»»

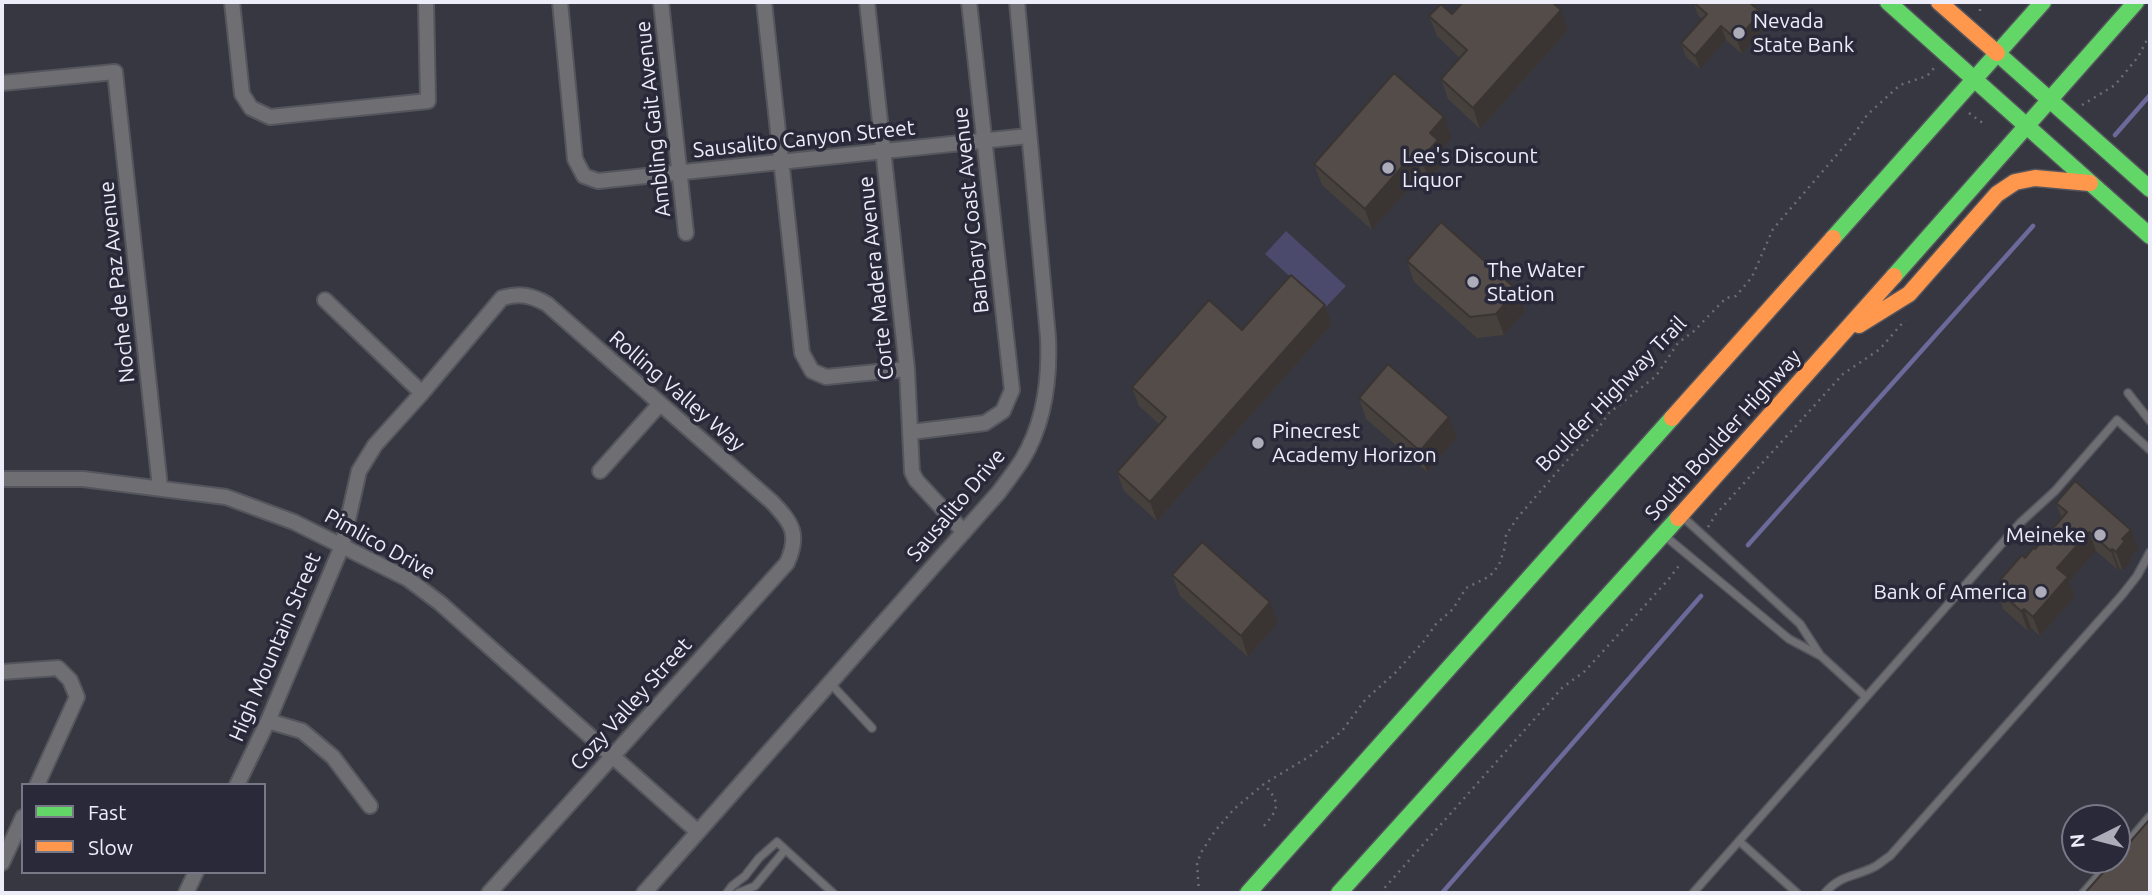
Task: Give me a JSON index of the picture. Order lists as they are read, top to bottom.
{
  "streets": {
    "main road": ["South Boulder Highway"],
    "street": [
      "Ambling Gait Avenue",
      "Sausalito Canyon Street",
      "Barbary Coast Avenue",
      "Corte Madera Avenue",
      "Noche de Paz Avenue",
      "Rolling Valley Way",
      "Sausalito Drive",
      "Pimlico Drive",
      "High Mountain Street",
      "Cozy Valley Street"
    ],
    "path": ["Boulder Highway Trail"]
  },
  "crossings": [
    ["Ambling Gait Avenue", "Sausalito Canyon Street"],
    ["Sausalito Canyon Street", "Barbary Coast Avenue"],
    ["Sausalito Canyon Street", "Corte Madera Avenue"],
    ["Sausalito Canyon Street", "Sausalito Drive"],
    ["Barbary Coast Avenue", "Corte Madera Avenue"],
    ["Corte Madera Avenue", "Sausalito Drive"],
    ["Noche de Paz Avenue", "Pimlico Drive"],
    ["Rolling Valley Way", "High Mountain Street"],
    ["Rolling Valley Way", "Cozy Valley Street"],
    ["Sausalito Drive", "Pimlico Drive"],
    ["Pimlico Drive", "High Mountain Street"],
    ["Pimlico Drive", "Cozy Valley Street"]
  ],
  "places": [
    "Nevada State Bank",
    "Lee's Discount Liquor",
    "The Water Station",
    "Pinecrest Academy Horizon",
    "Meineke",
    "Bank of America"
  ],
  "legend": ["Fast", "Slow"],
  "north": "left"
}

««

◆ What to work on
State how many lines of the records contain the string "Gait". The number is the whole answer.

◆ Output
2